* [Work task]:
Write down each of the records again, exactly and in full.

* [Stored data]:
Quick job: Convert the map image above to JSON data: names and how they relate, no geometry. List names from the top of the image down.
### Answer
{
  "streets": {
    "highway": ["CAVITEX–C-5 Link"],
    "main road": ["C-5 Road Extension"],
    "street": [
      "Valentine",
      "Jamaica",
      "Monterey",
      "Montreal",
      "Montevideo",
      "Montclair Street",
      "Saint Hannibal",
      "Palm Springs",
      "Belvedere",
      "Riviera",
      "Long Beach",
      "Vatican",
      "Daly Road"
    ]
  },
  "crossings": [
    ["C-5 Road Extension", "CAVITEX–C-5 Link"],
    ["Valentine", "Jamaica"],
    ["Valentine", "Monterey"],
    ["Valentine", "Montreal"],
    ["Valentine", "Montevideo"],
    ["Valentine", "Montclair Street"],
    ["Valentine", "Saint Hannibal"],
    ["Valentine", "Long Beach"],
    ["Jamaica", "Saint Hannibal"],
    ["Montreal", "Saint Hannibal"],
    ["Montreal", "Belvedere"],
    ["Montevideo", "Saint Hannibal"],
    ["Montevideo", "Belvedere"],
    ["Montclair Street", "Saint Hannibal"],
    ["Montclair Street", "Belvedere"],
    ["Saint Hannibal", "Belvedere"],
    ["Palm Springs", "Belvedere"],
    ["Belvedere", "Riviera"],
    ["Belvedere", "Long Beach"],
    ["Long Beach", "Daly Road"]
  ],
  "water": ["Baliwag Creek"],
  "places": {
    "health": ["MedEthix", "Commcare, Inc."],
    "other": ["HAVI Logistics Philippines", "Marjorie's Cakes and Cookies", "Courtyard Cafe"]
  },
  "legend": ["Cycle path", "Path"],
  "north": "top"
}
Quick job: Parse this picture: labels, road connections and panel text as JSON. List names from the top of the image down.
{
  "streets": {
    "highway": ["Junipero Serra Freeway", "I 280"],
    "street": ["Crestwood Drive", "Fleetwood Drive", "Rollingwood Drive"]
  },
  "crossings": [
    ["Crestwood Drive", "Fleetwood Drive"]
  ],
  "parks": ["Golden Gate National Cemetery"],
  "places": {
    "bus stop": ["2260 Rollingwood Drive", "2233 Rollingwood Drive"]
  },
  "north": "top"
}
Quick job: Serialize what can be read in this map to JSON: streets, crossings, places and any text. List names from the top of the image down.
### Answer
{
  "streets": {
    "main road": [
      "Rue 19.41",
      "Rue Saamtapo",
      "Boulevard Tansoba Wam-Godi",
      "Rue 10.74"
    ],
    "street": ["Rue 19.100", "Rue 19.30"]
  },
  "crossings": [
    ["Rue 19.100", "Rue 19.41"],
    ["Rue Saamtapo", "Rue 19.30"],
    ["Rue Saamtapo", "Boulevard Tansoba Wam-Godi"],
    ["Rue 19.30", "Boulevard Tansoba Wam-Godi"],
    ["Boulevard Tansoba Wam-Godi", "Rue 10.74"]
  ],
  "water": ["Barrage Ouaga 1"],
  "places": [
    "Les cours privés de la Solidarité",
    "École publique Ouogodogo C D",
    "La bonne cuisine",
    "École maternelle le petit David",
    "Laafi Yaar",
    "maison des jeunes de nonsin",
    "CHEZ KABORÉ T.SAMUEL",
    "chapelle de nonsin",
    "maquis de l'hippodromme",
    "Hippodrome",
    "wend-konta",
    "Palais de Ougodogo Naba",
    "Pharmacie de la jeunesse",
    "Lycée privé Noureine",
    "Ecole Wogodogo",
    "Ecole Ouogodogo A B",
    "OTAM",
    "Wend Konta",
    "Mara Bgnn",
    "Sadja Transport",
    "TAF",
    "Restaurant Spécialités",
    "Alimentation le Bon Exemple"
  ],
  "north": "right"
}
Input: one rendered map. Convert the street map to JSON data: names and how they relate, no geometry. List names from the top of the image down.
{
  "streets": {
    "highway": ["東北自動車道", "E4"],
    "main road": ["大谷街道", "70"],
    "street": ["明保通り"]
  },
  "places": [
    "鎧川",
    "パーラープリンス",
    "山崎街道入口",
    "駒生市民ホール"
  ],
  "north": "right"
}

* [Task solution]:
Quick job: Convert the map image above to JSON data: names and how they relate, no geometry. List names from the top of the image down.
### Answer
{
  "streets": {
    "highway": ["CAVITEX–C-5 Link"],
    "main road": ["C-5 Road Extension"],
    "street": [
      "Valentine",
      "Jamaica",
      "Monterey",
      "Montreal",
      "Montevideo",
      "Montclair Street",
      "Saint Hannibal",
      "Palm Springs",
      "Belvedere",
      "Riviera",
      "Long Beach",
      "Vatican",
      "Daly Road"
    ]
  },
  "crossings": [
    ["C-5 Road Extension", "CAVITEX–C-5 Link"],
    ["Valentine", "Jamaica"],
    ["Valentine", "Monterey"],
    ["Valentine", "Montreal"],
    ["Valentine", "Montevideo"],
    ["Valentine", "Montclair Street"],
    ["Valentine", "Saint Hannibal"],
    ["Valentine", "Long Beach"],
    ["Jamaica", "Saint Hannibal"],
    ["Montreal", "Saint Hannibal"],
    ["Montreal", "Belvedere"],
    ["Montevideo", "Saint Hannibal"],
    ["Montevideo", "Belvedere"],
    ["Montclair Street", "Saint Hannibal"],
    ["Montclair Street", "Belvedere"],
    ["Saint Hannibal", "Belvedere"],
    ["Palm Springs", "Belvedere"],
    ["Belvedere", "Riviera"],
    ["Belvedere", "Long Beach"],
    ["Long Beach", "Daly Road"]
  ],
  "water": ["Baliwag Creek"],
  "places": {
    "health": ["MedEthix", "Commcare, Inc."],
    "other": ["HAVI Logistics Philippines", "Marjorie's Cakes and Cookies", "Courtyard Cafe"]
  },
  "legend": ["Cycle path", "Path"],
  "north": "top"
}
Quick job: Parse this picture: labels, road connections and panel text as JSON. List names from the top of the image down.
{
  "streets": {
    "highway": ["Junipero Serra Freeway", "I 280"],
    "street": ["Crestwood Drive", "Fleetwood Drive", "Rollingwood Drive"]
  },
  "crossings": [
    ["Crestwood Drive", "Fleetwood Drive"]
  ],
  "parks": ["Golden Gate National Cemetery"],
  "places": {
    "bus stop": ["2260 Rollingwood Drive", "2233 Rollingwood Drive"]
  },
  "north": "top"
}
Quick job: Serialize what can be read in this map to JSON: streets, crossings, places and any text. List names from the top of the image down.
### Answer
{
  "streets": {
    "main road": [
      "Rue 19.41",
      "Rue Saamtapo",
      "Boulevard Tansoba Wam-Godi",
      "Rue 10.74"
    ],
    "street": ["Rue 19.100", "Rue 19.30"]
  },
  "crossings": [
    ["Rue 19.100", "Rue 19.41"],
    ["Rue Saamtapo", "Rue 19.30"],
    ["Rue Saamtapo", "Boulevard Tansoba Wam-Godi"],
    ["Rue 19.30", "Boulevard Tansoba Wam-Godi"],
    ["Boulevard Tansoba Wam-Godi", "Rue 10.74"]
  ],
  "water": ["Barrage Ouaga 1"],
  "places": [
    "Les cours privés de la Solidarité",
    "École publique Ouogodogo C D",
    "La bonne cuisine",
    "École maternelle le petit David",
    "Laafi Yaar",
    "maison des jeunes de nonsin",
    "CHEZ KABORÉ T.SAMUEL",
    "chapelle de nonsin",
    "maquis de l'hippodromme",
    "Hippodrome",
    "wend-konta",
    "Palais de Ougodogo Naba",
    "Pharmacie de la jeunesse",
    "Lycée privé Noureine",
    "Ecole Wogodogo",
    "Ecole Ouogodogo A B",
    "OTAM",
    "Wend Konta",
    "Mara Bgnn",
    "Sadja Transport",
    "TAF",
    "Restaurant Spécialités",
    "Alimentation le Bon Exemple"
  ],
  "north": "right"
}
Input: one rendered map. Convert the street map to JSON data: names and how they relate, no geometry. List names from the top of the image down.
{
  "streets": {
    "highway": ["東北自動車道", "E4"],
    "main road": ["大谷街道", "70"],
    "street": ["明保通り"]
  },
  "places": [
    "鎧川",
    "パーラープリンス",
    "山崎街道入口",
    "駒生市民ホール"
  ],
  "north": "right"
}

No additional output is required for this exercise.